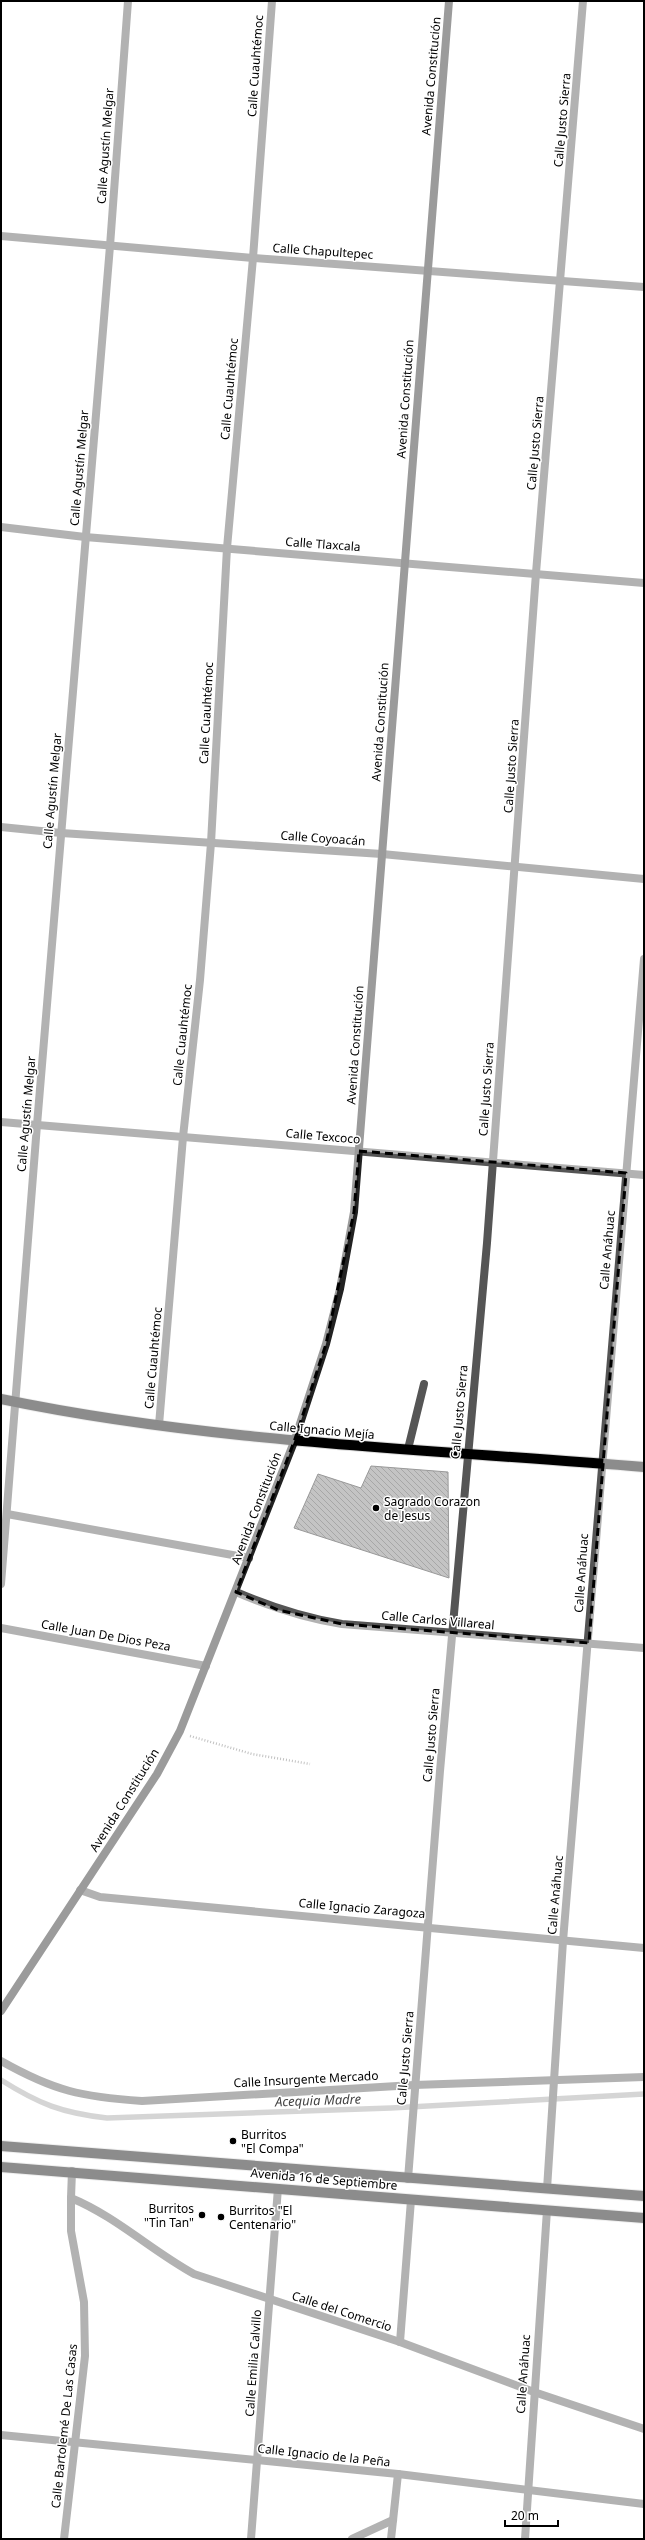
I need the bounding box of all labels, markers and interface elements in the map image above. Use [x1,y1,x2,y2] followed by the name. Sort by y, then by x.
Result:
[243,14,267,118] street label: Calle Cuauhtémoc
[417,16,445,136] street label: Avenida Constitución
[549,72,575,168] street label: Calle Justo Sierra
[92,87,118,205] street label: Calle Agustín Melgar
[272,239,374,263] street label: Calle Chapultepec
[216,337,242,441] street label: Calle Cuauhtémoc
[392,339,418,459] street label: Avenida Constitución
[522,395,548,491] street label: Calle Justo Sierra
[65,409,93,527] street label: Calle Agustín Melgar
[285,533,361,555] street label: Calle Tlaxcala
[195,661,217,765] street label: Calle Cuauhtémoc
[367,662,393,782] street label: Avenida Constitución
[499,718,523,814] street label: Calle Justo Sierra
[38,732,66,850] street label: Calle Agustín Melgar
[280,827,366,849] street label: Calle Coyoacán
[168,983,196,1087] street label: Calle Cuauhtémoc
[342,985,368,1105] street label: Avenida Constitución
[474,1041,498,1137] street label: Calle Justo Sierra
[12,1055,40,1173] street label: Calle Agustín Melgar
[285,1124,361,1148] street label: Calle Texcoco
[595,1209,619,1290] street label: Calle Anáhuac
[140,1306,166,1410] street label: Calle Cuauhtémoc
[446,1364,472,1460] street label: Calle Justo Sierra
[269,1417,375,1443] street label: Calle Ignacio Mejía
[227,1449,285,1567] street label: Avenida Constitución
[384,1493,481,1524] place label: Sagrado Corazon de Jesus
[371,1503,381,1513] marker: Sagrado Corazon de Jesus
[570,1533,592,1613] street label: Calle Anáhuac
[381,1607,495,1633] street label: Calle Carlos Villareal
[40,1615,172,1655] street label: Calle Juan De Dios Peza
[418,1687,444,1783] street label: Calle Justo Sierra
[85,1745,163,1855] street label: Avenida Constitución
[543,1854,567,1935] street label: Calle Anáhuac
[298,1894,426,1922] street label: Calle Ignacio Zaragoza
[392,2010,418,2106] street label: Calle Justo Sierra
[233,2067,379,2091] street label: Calle Insurgente Mercado
[274,2089,362,2111] water label: Acequia Madre
[241,2126,304,2157] place label: Burritos "El Compa"
[228,2136,238,2146] marker: Burritos "El Compa"
[250,2164,398,2194] street label: Avenida 16 de Septiembre
[144,2200,194,2231] place label: Burritos "Tin Tan"
[229,2202,296,2233] place label: Burritos "El Centenario"
[197,2210,207,2220] marker: Burritos "Tin Tan"
[216,2212,226,2222] marker: Burritos "El Centenario"
[290,2287,394,2335] street label: Calle del Comercio
[241,2309,265,2417] street label: Calle Emilia Calvillo
[512,2334,534,2414] street label: Calle Anáhuac
[47,2343,81,2509] street label: Calle Bartolemé De Las Casas
[257,2440,391,2470] street label: Calle Ignacio de la Peña
[505,2502,558,2528] scale bar
[511,2507,539,2524] text: 20 m

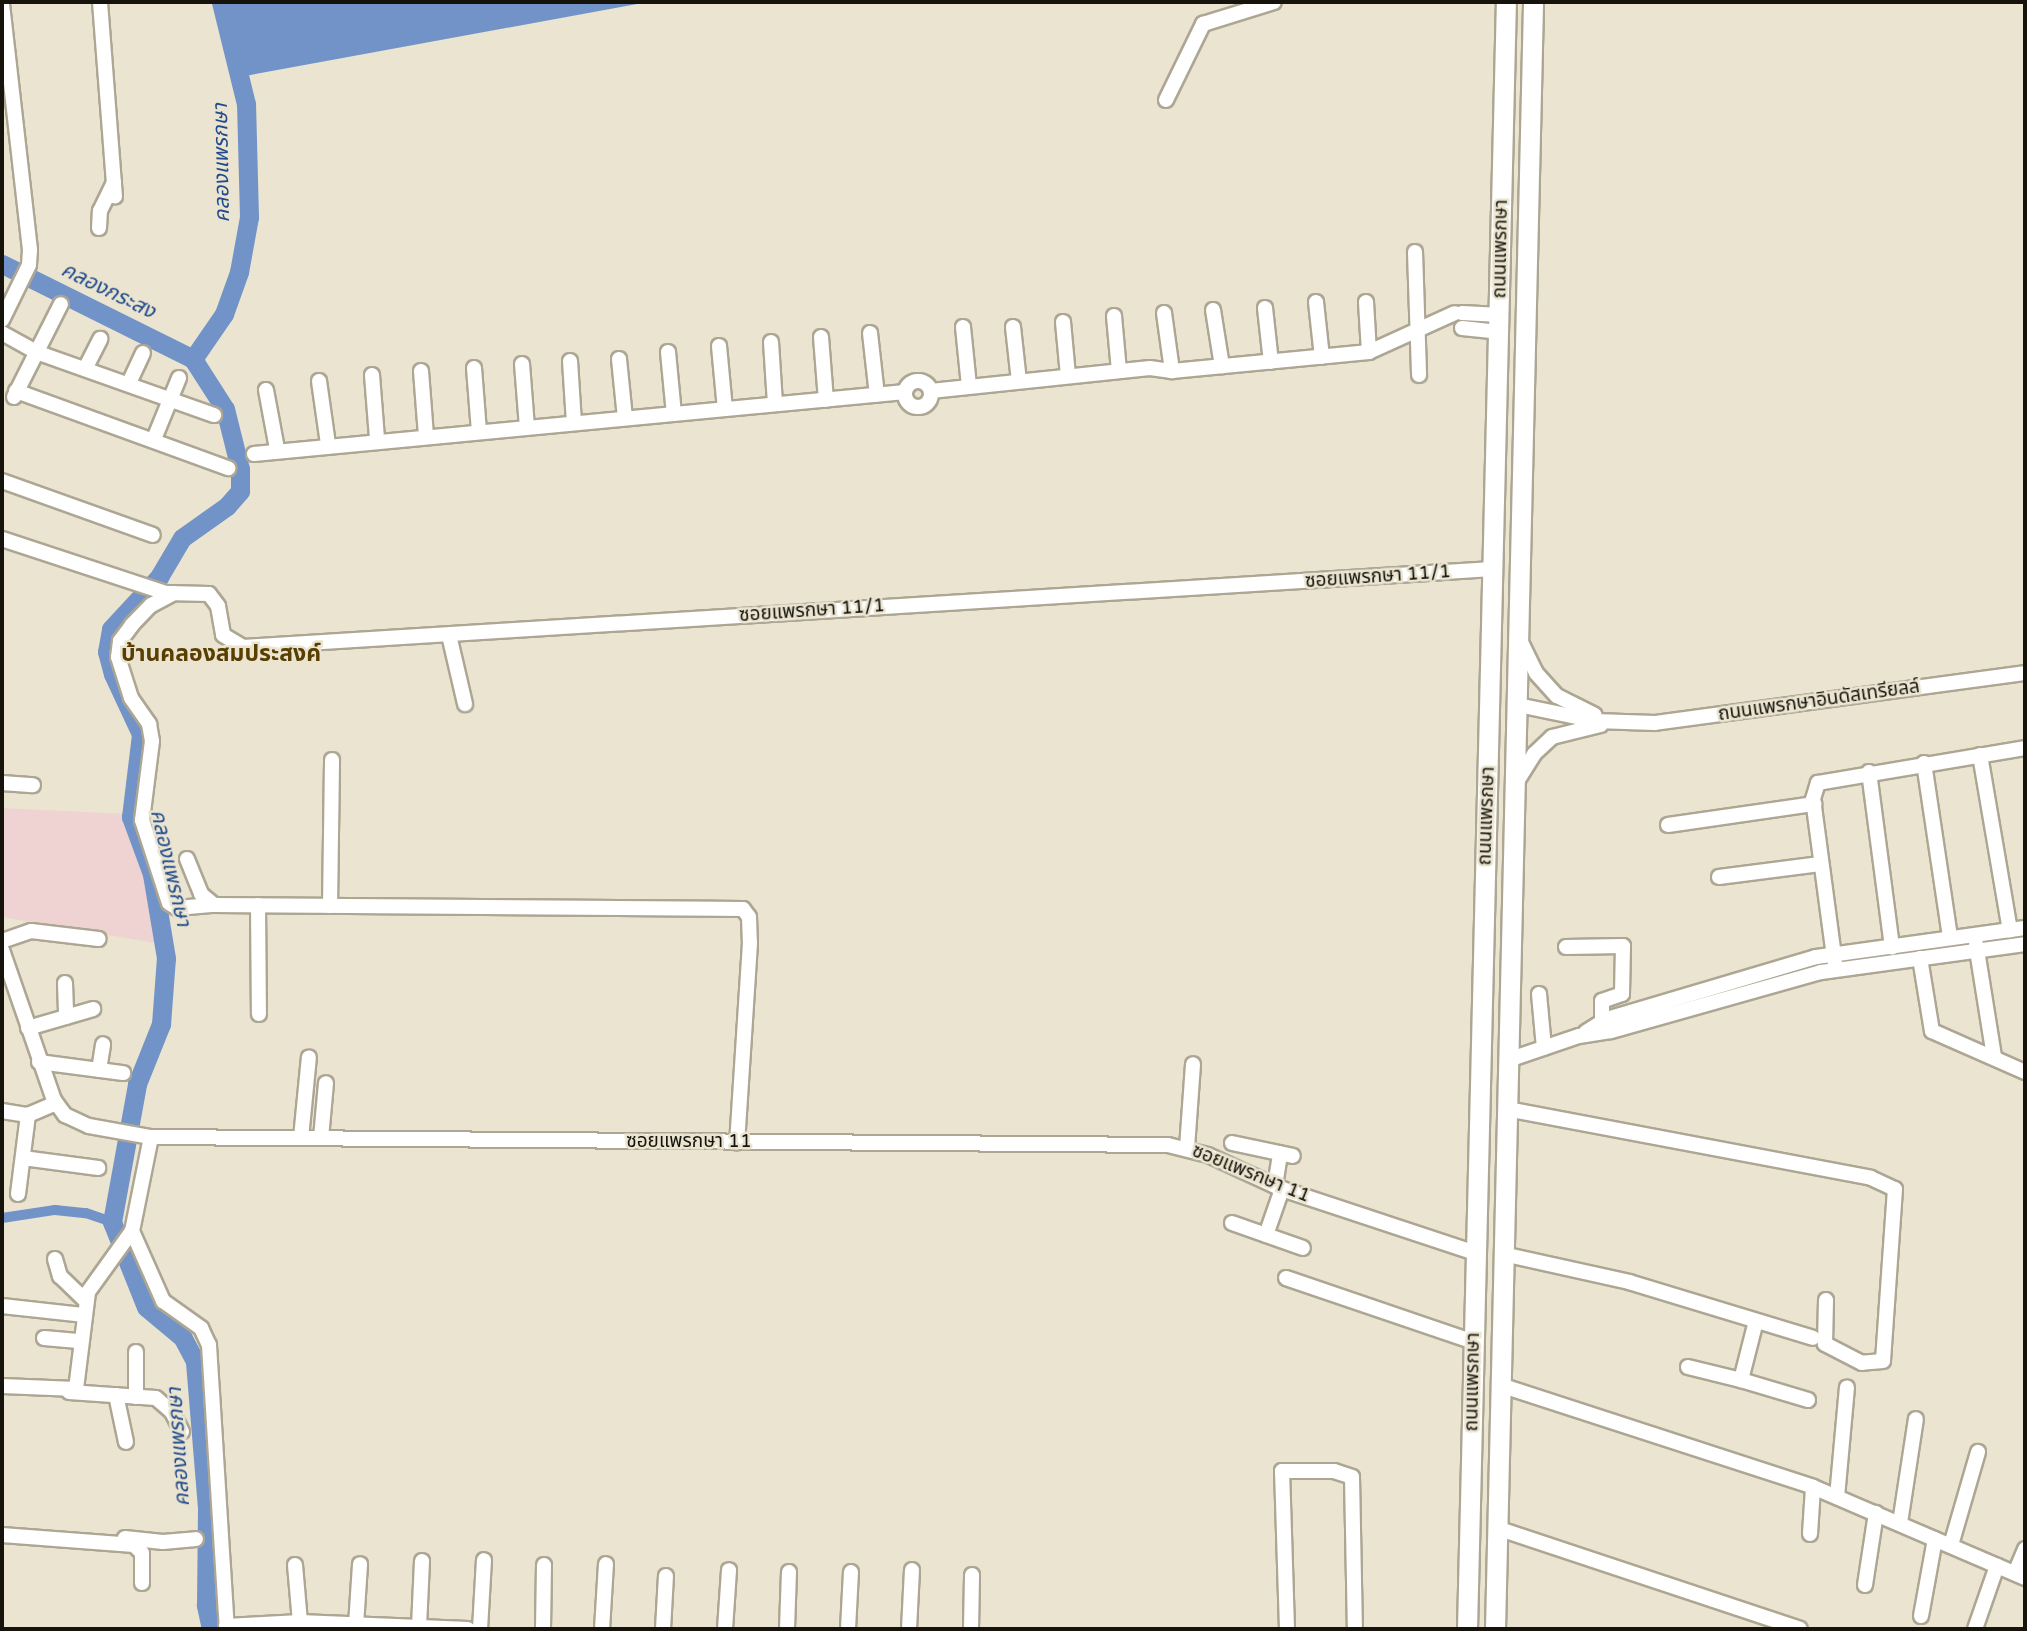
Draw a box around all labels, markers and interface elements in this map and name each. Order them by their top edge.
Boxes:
water label: คลองแพรกษา [208,103,236,223]
street label: ถนนแพรกษา [1489,199,1513,299]
water label: คลองกระสง [57,257,159,325]
street label: ซอยแพรกษา 11/1 [1304,561,1452,593]
street label: ซอยแพรกษา 11/1 [738,595,886,627]
district label: บ้านคลองสมประสงค์ [121,640,321,668]
street label: ถนนแพรกษาอินดัสเทรียลล์ [1717,676,1921,726]
street label: ถนนแพรกษา [1474,766,1500,866]
water label: คลองแพรกษา [144,807,196,929]
street label: ซอยแพรกษา 11 [626,1131,752,1153]
street label: ซอยแพรกษา 11 [1188,1140,1314,1208]
street label: ถนนแพรกษา [1461,1332,1485,1432]
water label: คลองแพรกษา [162,1387,196,1507]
---*---
> _What you should do_
Output exactly what runs from the line with "Draw a box around" to the final line above, both lines included, and nothing else.

> _Answer_
Draw a box around all labels, markers and interface elements in this map and name each. Order them by their top edge.
Boxes:
water label: คลองแพรกษา [208,103,236,223]
street label: ถนนแพรกษา [1489,199,1513,299]
water label: คลองกระสง [57,257,159,325]
street label: ซอยแพรกษา 11/1 [1304,561,1452,593]
street label: ซอยแพรกษา 11/1 [738,595,886,627]
district label: บ้านคลองสมประสงค์ [121,640,321,668]
street label: ถนนแพรกษาอินดัสเทรียลล์ [1717,676,1921,726]
street label: ถนนแพรกษา [1474,766,1500,866]
water label: คลองแพรกษา [144,807,196,929]
street label: ซอยแพรกษา 11 [626,1131,752,1153]
street label: ซอยแพรกษา 11 [1188,1140,1314,1208]
street label: ถนนแพรกษา [1461,1332,1485,1432]
water label: คลองแพรกษา [162,1387,196,1507]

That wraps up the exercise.